Martedì 10 novembre si sono tenute le elezioni generali in Giordania, al fine di rinnovare i 130 seggi della camera bassa (Majlis al-Nuwaab) di ʿAmmān, di cui quindici sono riservati alle donne, nove alla minoranza religiosa cristiana e tre alle minoranze etniche cecea e circassa. La tornata elettorale si è svolta regolarmente nonostante le numerose richieste di rinviare la data del voto a causa della diffusione del Covid-19, che nel Regno Hascemita di Giordania (al-Mamlaka al-Urdunniyya al-Hāshimiyya) ha colpito oltre 160.000 persone, uccidendone quasi duemila su una popolazione di dieci milioni di persone.
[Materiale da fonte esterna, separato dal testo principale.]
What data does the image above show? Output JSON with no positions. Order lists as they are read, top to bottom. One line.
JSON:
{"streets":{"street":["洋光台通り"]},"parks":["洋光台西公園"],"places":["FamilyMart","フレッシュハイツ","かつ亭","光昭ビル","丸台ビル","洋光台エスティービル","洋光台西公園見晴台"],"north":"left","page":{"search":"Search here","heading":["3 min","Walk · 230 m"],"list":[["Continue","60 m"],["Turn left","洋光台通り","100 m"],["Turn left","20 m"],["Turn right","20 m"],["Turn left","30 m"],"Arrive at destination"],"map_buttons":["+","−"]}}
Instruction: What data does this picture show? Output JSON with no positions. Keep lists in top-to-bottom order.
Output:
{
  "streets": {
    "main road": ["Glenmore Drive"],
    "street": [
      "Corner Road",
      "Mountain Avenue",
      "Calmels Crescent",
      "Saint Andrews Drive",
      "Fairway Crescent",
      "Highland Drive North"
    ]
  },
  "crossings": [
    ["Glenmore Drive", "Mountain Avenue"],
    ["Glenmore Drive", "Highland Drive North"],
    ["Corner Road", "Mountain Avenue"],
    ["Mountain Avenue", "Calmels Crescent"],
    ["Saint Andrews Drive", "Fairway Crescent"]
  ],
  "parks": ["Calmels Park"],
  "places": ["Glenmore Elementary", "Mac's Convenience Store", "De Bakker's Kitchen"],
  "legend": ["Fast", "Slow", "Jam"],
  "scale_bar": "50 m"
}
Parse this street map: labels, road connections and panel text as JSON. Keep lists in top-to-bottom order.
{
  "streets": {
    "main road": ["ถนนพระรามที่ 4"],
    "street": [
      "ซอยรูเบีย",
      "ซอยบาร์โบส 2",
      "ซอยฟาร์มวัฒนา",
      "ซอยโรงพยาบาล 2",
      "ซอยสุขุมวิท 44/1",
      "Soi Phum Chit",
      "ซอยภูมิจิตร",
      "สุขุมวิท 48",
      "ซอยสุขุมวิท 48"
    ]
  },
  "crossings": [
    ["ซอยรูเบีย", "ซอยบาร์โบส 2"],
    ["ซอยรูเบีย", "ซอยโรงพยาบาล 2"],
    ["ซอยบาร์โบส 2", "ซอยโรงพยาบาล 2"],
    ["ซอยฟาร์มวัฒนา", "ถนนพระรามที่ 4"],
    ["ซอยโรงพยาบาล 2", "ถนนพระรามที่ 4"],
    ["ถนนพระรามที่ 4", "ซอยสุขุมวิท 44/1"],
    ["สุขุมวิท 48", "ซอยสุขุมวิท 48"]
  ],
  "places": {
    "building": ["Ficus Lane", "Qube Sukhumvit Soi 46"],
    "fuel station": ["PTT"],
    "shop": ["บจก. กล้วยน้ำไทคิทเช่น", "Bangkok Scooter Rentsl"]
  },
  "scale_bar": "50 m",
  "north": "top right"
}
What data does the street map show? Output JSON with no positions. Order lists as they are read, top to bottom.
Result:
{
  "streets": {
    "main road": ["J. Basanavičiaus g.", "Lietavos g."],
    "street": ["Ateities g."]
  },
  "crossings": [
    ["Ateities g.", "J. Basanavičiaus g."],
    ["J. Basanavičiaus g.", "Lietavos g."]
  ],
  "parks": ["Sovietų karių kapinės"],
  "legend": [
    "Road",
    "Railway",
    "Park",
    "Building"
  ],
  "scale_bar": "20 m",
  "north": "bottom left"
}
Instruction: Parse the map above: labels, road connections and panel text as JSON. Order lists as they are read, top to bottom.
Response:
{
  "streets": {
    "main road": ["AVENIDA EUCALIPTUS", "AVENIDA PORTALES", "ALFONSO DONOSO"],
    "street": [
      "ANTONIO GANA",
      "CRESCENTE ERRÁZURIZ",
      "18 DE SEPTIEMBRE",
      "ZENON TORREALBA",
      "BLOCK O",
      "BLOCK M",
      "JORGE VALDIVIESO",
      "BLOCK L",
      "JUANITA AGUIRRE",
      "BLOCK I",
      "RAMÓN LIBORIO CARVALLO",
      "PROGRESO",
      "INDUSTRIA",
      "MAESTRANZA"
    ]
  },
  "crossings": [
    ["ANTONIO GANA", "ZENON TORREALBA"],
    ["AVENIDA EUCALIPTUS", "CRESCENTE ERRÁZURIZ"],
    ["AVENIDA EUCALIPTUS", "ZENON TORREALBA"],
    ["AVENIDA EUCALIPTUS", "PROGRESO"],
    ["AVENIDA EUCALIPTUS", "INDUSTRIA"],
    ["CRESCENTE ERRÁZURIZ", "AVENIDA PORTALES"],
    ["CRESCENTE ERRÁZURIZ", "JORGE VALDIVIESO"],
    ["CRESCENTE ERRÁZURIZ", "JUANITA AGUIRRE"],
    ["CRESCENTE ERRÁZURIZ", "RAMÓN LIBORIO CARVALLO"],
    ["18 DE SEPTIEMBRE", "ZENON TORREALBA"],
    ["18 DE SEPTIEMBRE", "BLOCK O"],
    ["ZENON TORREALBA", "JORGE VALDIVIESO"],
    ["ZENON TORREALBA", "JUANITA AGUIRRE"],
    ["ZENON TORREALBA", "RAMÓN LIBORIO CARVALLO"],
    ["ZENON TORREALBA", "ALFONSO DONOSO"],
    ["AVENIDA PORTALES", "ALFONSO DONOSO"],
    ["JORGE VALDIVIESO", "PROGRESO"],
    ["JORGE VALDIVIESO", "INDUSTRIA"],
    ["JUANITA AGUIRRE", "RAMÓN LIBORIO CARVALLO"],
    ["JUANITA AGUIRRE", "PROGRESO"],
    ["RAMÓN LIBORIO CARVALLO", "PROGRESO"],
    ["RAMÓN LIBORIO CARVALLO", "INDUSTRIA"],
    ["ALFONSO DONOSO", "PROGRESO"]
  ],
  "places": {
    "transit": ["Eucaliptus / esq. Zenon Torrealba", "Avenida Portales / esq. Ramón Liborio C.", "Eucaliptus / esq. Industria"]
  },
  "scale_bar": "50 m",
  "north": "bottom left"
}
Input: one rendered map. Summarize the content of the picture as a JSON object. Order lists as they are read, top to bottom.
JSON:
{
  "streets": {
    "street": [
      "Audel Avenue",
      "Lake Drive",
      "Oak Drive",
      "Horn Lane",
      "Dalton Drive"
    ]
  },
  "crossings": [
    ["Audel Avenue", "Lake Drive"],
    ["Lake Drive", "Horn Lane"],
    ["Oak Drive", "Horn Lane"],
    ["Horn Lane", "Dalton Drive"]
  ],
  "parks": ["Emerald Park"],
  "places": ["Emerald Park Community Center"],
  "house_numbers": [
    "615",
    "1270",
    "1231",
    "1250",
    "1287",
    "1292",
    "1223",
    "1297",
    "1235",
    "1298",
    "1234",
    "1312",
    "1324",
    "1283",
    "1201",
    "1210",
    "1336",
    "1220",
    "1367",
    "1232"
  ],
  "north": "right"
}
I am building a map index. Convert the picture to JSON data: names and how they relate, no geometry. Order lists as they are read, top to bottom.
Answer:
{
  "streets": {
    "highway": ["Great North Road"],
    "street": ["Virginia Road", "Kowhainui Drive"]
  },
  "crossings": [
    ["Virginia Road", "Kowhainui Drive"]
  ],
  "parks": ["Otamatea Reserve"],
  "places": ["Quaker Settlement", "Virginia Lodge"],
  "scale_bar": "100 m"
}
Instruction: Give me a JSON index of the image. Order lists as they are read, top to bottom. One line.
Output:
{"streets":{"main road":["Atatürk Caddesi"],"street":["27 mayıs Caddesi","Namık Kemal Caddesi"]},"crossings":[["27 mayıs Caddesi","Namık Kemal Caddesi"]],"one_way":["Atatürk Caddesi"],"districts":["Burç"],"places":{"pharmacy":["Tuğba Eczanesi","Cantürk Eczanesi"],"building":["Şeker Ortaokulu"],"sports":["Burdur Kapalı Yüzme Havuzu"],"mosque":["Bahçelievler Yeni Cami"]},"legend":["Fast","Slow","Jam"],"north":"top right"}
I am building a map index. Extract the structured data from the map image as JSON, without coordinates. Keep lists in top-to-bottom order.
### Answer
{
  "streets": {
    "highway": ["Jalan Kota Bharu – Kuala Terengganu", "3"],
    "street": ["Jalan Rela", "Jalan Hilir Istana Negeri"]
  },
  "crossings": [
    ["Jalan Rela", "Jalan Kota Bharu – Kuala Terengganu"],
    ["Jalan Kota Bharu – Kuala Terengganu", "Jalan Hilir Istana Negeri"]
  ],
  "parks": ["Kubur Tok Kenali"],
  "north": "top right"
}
Tale situazione ha portato ad un’affluenza alle urne assai ridotta, pari solamente al 29.88% degli aventi diritto. Allo stesso tempo, va detto che le elezioni giordane non avevano fatto registrare una grande partecipazione neppure nel 2016 (37%), in quanto molti cittadini le ritengono inutili, visto che i poteri della camera bassa sono molto limitati e difficilmente influenzano l’indirizzo politico del governo. Nonostante le riforme passate dal re Ḥusayn negli anni ‘80, infatti, il sovrano, oggi nella persona di re ʿAbd Allāh II, dispone ancora di un potere sconfinato, potendo scegliere sia il primo ministro, attualmente Bisher Al-Khasawneh, che tutti i 65 senatori che compongono la camera alta (Majlis al-Ayan).
“La maggior parte dei giordani pensa che il parlamento svolga un ruolo marginale nel sistema politico”, ha spiegato Oraib Rintawi, esperto del Centro di studi politici Al-Quds, all’agenzia AFP. “Le persone voteranno secondo le linee tribali per un candidato del loro clan o per rappresentanti che forniranno loro servizi“, non per ragioni politiche, ha aggiunto Rintawi alla vigilia del voto. Allo stesso tempo, molti politologi considerano il parlamento giordano come uno dei più rappresentativi del panorama mediorientale, visto l’ampio ventaglio di partiti politici che possono partecipare alle elezioni.
Come se non bastasse, il Paese mediorientale è stato colpito anche da una grave crisi economica a causa della pandemia. Il solo turismo, del resto, valeva il 14% del PIL giordano nel 2019, ma per quest’anno si prevede un crollo delle entrate di almeno tre miliardi di dollari, mentre la disoccupazione ha raggiunto il 23% ed il tasso di povertà ha subito un incremento del 15.7%, secondo i dati della banca Mondiale. La situazione è poi resa ancora più critica dall’afflusso di rifugiati siriani e iracheni, che fuggono dai conflitti dei Paesi limitrofi, andando ad aggiungersi ai rifugiati palestinesi, presenti in quel territorio da decenni. Per tali ragioni, nel marzo 2020, il Fondo Monetario Internazionale ha approvato 1,3 miliardi di dollari in aiuti alla monarchia giordana, seguiti da un secondo versamento di circa 396 milioni di dollari in fondi di emergenza per attenuare l’impatto del Covid-19.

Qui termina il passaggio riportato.